Extracted data entries:
——

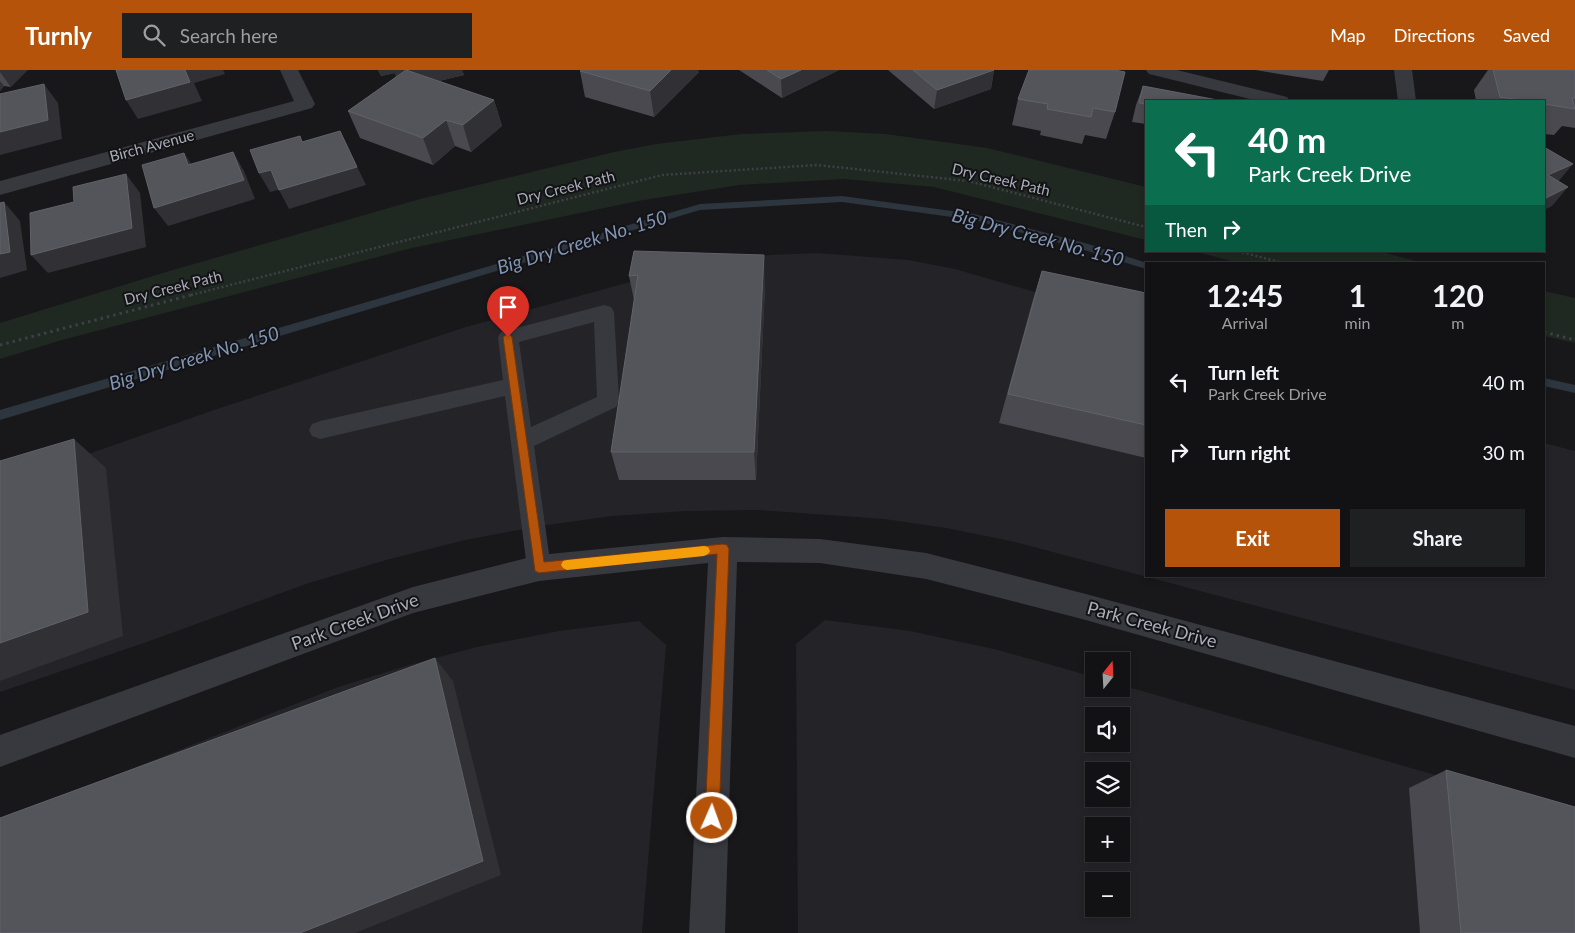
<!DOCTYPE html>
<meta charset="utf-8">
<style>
body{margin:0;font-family:Lato,sans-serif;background:#1f2022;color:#f1f3f6;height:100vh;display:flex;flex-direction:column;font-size:19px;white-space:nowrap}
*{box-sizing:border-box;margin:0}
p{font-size:16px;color:#9c9ea0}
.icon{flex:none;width:28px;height:28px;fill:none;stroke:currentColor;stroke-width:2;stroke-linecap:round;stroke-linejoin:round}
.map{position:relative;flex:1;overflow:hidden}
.sheet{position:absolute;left:1145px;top:192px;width:400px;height:315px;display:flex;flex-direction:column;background:#121214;border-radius:0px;box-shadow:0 2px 8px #0003,0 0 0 1px #313234}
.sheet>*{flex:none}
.hud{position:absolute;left:1145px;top:30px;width:400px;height:152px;border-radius:0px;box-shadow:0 2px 8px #0003,0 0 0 1px #313234;background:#0b6e4f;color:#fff;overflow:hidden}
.needle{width:32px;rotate:18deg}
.buttons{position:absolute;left:1085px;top:582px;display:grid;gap:10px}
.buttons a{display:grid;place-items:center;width:45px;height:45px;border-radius:0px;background:#121214;box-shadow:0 2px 8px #0003,0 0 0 1px #313234;font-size:25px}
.pin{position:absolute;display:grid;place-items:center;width:42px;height:42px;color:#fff;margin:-51px -21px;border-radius:50% 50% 50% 0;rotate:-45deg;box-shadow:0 0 5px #0007}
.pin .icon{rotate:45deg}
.me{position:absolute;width:55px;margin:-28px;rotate:2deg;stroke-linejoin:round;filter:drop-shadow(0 0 4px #0008)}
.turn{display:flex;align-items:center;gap:18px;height:105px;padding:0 20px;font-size:22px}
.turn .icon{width:65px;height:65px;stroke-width:2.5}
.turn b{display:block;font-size:35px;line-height:42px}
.then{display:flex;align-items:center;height:48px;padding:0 20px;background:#0003;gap:10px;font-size:19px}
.eta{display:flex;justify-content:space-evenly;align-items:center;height:85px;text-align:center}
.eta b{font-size:30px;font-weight:700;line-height:35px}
.cta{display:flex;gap:10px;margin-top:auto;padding:10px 20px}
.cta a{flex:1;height:58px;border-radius:0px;background:#b45309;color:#fff;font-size:20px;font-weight:700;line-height:58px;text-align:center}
.cta a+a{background:#1f2022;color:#f1f3f6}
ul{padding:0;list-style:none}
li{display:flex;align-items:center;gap:15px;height:70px;padding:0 20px}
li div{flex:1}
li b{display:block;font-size:19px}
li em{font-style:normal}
header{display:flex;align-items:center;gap:30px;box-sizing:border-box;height:70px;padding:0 25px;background:#b45309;color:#fff}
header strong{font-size:24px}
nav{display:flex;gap:28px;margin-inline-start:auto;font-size:18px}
.search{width:350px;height:45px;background:#1f2022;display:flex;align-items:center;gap:12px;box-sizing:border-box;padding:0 18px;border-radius:0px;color:#9c9ea0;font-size:19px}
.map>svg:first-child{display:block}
</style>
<header>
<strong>Turnly</strong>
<div class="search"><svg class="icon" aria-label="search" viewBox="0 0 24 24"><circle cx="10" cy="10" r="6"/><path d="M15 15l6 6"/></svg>Search here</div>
<nav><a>Map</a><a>Directions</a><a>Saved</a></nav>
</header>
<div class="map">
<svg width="1575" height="863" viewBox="0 0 1575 863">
<rect width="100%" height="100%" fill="#18181a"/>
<path fill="#242327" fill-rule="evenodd" d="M 817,183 L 908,190 L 955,199 L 1146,254 L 1146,506 L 1544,506 L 1544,373 L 1575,381 L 1575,620 L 1011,471 L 946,458 L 884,449 L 759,440 L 686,441 L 612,446 L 540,456 L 465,470 L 386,490 L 309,513 L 144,573 L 0,622 L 0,415 L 214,340 L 466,257 L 674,200 L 722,190 L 771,185 Z
M 825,550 L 910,561 L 998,580 L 1094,607 L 1094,619 L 1121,619 L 1121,615 L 1575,745 L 1575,863 L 798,863 L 796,574 ZM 1094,646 L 1121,646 L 1121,674 L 1094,674 ZM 1094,701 L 1121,701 L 1121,729 L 1094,729 ZM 1094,756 L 1121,756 L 1121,784 L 1094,784 ZM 1094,811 L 1121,811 L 1121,839 L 1094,839 Z
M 639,551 L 666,575 L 642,863 L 0,863 L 0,751 L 338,617 L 409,595 L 477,577 L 559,561 Z"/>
<path fill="#1f2821" d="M 826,61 L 886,64 L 987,78 L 1146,117 L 1146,170 L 934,117 L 844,109 L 739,115 L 638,131 L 412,178 L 62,270 L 0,289 L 0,253 L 166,202 L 420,129 L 614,82 L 656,74 L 741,64 Z
M 1193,181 L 1378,181 L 1427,194 L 1243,194 Z
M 1544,221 L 1575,228 L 1575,273 L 1544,266 Z"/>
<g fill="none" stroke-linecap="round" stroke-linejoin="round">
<path fill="#2d353e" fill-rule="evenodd" d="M 842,126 L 974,144 L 1085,173 L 1150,194 L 1146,194 L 1146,199 L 1078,178 L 974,150 L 842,132 L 700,140 L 0,350 L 0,340 L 700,134 Z
M 1544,308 L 1575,315 L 1575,323 L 1544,316 Z"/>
<path stroke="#3e4046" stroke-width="2.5" stroke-dasharray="2 2.5" stroke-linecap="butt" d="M 1238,181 L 1286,194
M 191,225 L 662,105 L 817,95 L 968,111 L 1146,157"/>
<path stroke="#3e4046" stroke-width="3" stroke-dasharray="2.5 4" stroke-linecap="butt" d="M 1544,262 L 1575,270
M 0,275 L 195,224"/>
<path fill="#38393f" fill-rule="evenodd" d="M 604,235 L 611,237 L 614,242 L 619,331 L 616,337 L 534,376 L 551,498 L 548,506 L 539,509 L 530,506 L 527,498 L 505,326 L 320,369 L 312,366 L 309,360 L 312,354 L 320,351 L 503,310 L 498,267 L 501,262 ZM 594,252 L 597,327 L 531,357 L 519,272 Z"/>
<path fill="#38393f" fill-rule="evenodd" d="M 280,0 L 298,0 L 315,34 L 312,38 L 0,125 L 0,111 L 294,31 Z
M 1146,0 L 1177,0 L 1287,27 L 1290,31 L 1258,31 L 1149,4 Z
M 1394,0 L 1412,0 L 1416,31 L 1398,31 Z
M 723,467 L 820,469 L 926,483 L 1082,523 L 1575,656 L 1575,688 L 1082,549 L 926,509 L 820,493 L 737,492 L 725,863 L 689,863 L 708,493 L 539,511 L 413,543 L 0,697 L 0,665 L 413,517 L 539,485 Z"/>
</g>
<path fill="#49494f" d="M 0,0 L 11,17 L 4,16 L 0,21 Z
M 378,0 L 462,0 L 464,5 L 439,11 L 494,30 L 502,56 L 471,82 L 455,76 L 433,95 L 360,68 L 348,41 L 396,7 L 395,3 L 381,6 Z
M 739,0 L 839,0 L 782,28 Z
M 888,0 L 994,0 L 991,19 L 934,39 Z
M 1029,0 L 1115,42 L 1106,69 L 1085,65 L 1082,74 L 1040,65 L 1041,61 L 1012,55 L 1018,29 Z
M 1255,0 L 1329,0 L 1323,11 Z
M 1488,0 L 1575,0 L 1575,58 L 1562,56 L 1554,65 L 1544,64 L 1544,31 L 1476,31 L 1474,20 Z
M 580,1 L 699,2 L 654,47 L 585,27 Z
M 1143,16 L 1146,31 L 1146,54 L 1132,52 L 1136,35 Z
M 634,181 L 765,216 L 756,410 L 619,410 L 611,382 L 634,230 L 629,206 Z
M 1042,201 L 1146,223 L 1146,388 L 999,353 L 1032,233 Z
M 1446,700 L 1575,863 L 1420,863 L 1409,718 Z"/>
<path fill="#313135" d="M 0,0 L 28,0 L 11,17 L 0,2 Z
M 185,0 L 223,0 L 225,4 L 194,13 L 202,31 L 138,49 L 126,30 Z
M 378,0 L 462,0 L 464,5 L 402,20 L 395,3 L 381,6 Z
M 671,0 L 698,0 L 699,2 L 654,47 L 650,21 Z
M 801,0 L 839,0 L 782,28 L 781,9 Z
M 994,0 L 991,19 L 934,39 L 937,20 Z
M 0,11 L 4,16 L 0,21 Z
M 44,14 L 58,33 L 62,69 L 0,85 L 0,62 Z
M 494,30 L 502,56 L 471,82 L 463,55 Z
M 446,50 L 455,76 L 433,95 L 423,68 Z
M 340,61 L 366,115 L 289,139 L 279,120 Z
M 233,82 L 244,101 L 255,129 L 168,156 L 154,138 Z
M 184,83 L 196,101 L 188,95 Z
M 1573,94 L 1557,113 L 1548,105 Z
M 271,100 L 282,119 L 270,122 L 259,103 Z
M 126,104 L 140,123 L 146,177 L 48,203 L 31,185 Z
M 1568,117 L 1552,136 L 1544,140 L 1544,129 Z
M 4,132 L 20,151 L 27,200 L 0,208 L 0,184 Z
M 764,185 L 765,216 L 756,410 L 754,382 Z
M 74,369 L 106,398 L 123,566 L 0,611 L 0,573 Z
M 435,588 L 453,611 L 501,805 L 355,863 L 300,863 Z"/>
<path fill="#54545b" stroke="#61626a" d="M 116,0 L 185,0 L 190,12 L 126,30 Z
M 406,0 L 494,30 L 463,55 L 446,50 L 423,68 L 348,41 Z
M 581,0 L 671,0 L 650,21 L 580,1 Z
M 767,0 L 801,0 L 781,9 Z
M 913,0 L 994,0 L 937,20 Z
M 1029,0 L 1115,0 L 1125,2 L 1115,42 L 1093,38 L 1091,47 L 1047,39 L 1048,34 L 1018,29 Z
M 1493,0 L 1575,0 L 1575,28 L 1572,28 L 1575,39 L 1544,34 L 1544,31 L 1527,31 L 1500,27 Z
M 44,14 L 48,50 L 0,62 L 0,24 Z
M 1143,16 L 1223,31 L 1146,31 L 1146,34 L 1139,33 Z
M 340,61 L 357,97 L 279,120 L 271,100 L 259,103 L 250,80 L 300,66 L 302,72 Z
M 1544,77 L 1573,94 L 1548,105 L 1568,117 L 1544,129 Z
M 233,82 L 244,110 L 154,138 L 142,95 L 184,83 L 188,95 Z
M 126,104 L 132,158 L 31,185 L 30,143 L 74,132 L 73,117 Z
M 4,132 L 10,182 L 0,184 L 0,133 Z
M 634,181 L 764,185 L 754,382 L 611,382 L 638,205 L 629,206 Z
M 1042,201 L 1146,223 L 1146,355 L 1008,324 Z
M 74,369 L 88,542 L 0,573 L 0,391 Z
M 435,588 L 483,791 L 300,863 L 0,863 L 0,748 Z
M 1446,700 L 1575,737 L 1575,863 L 1461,863 Z"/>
<path fill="#b45309" stroke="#753606" d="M 508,263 L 512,267 L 544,492 L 723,474 L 727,475 L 729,479 L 719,748 L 717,753 L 712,755 L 707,753 L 705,748 L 717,484 L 539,503 L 535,501 L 503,267 Z"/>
<path fill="#f59e0b" d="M 704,476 L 708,477 L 710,481 L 708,484 L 704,486 L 567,500 L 563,498 L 561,495 L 563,491 L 567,490 Z"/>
<g text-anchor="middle" stroke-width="4" stroke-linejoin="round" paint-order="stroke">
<g font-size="15" fill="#aaadba" stroke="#131215">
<text transform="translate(152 76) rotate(-15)" y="5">Birch Avenue</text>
<text transform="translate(1001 110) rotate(13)" y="5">Dry Creek Path</text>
<text transform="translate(566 118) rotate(-14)" y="5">Dry Creek Path</text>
<text transform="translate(173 218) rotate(-14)" y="5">Dry Creek Path</text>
</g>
<g font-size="18" fill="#aaadba" stroke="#131215">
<text transform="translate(355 552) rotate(-20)" y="6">Park Creek Drive</text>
<text transform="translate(1152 555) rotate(15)" y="6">Park Creek Drive</text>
</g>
<g font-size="19" font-style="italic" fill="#8196b5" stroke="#131215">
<text transform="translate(1038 167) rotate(15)" y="7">Big Dry Creek No. 150</text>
<text transform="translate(582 172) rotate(-17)" y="7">Big Dry Creek No. 150</text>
<text transform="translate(194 288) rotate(-17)" y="7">Big Dry Creek No. 150</text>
</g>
</g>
</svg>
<div class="buttons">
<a><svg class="needle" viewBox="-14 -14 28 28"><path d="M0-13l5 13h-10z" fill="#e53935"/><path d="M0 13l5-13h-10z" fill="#9c9ea0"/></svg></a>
<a><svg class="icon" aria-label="sound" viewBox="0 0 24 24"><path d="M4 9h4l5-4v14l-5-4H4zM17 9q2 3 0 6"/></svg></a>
<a><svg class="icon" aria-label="layers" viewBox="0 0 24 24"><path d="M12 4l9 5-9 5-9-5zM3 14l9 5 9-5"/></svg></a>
<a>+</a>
<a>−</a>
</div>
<div class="pin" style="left:508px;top:267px;background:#d93025"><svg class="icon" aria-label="arrive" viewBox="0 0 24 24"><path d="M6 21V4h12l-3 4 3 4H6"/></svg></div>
<svg class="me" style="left:712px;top:748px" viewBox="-20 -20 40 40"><circle r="17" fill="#b45309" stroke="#fff" stroke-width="3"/><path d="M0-11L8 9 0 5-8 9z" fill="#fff"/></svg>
<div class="hud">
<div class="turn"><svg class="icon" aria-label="left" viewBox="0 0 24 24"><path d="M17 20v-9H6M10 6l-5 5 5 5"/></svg><div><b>40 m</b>Park Creek Drive</div></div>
<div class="then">Then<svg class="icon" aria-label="right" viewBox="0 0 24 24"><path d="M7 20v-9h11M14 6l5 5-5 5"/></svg></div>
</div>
<section class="sheet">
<div class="eta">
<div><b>12:45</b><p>Arrival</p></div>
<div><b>1</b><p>min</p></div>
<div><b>120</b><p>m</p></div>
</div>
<ul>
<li><svg class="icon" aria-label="left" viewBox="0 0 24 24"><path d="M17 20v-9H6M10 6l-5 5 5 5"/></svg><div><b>Turn left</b><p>Park Creek Drive</p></div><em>40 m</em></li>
<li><svg class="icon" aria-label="right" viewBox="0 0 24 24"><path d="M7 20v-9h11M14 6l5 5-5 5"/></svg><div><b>Turn right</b></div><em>30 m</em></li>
</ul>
<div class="cta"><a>Exit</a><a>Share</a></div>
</section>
</div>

——

YOUR GOAL: The number of lines in the data that contain the word "none" is all that should be stated.

OUTPUT OF THE TASK: 4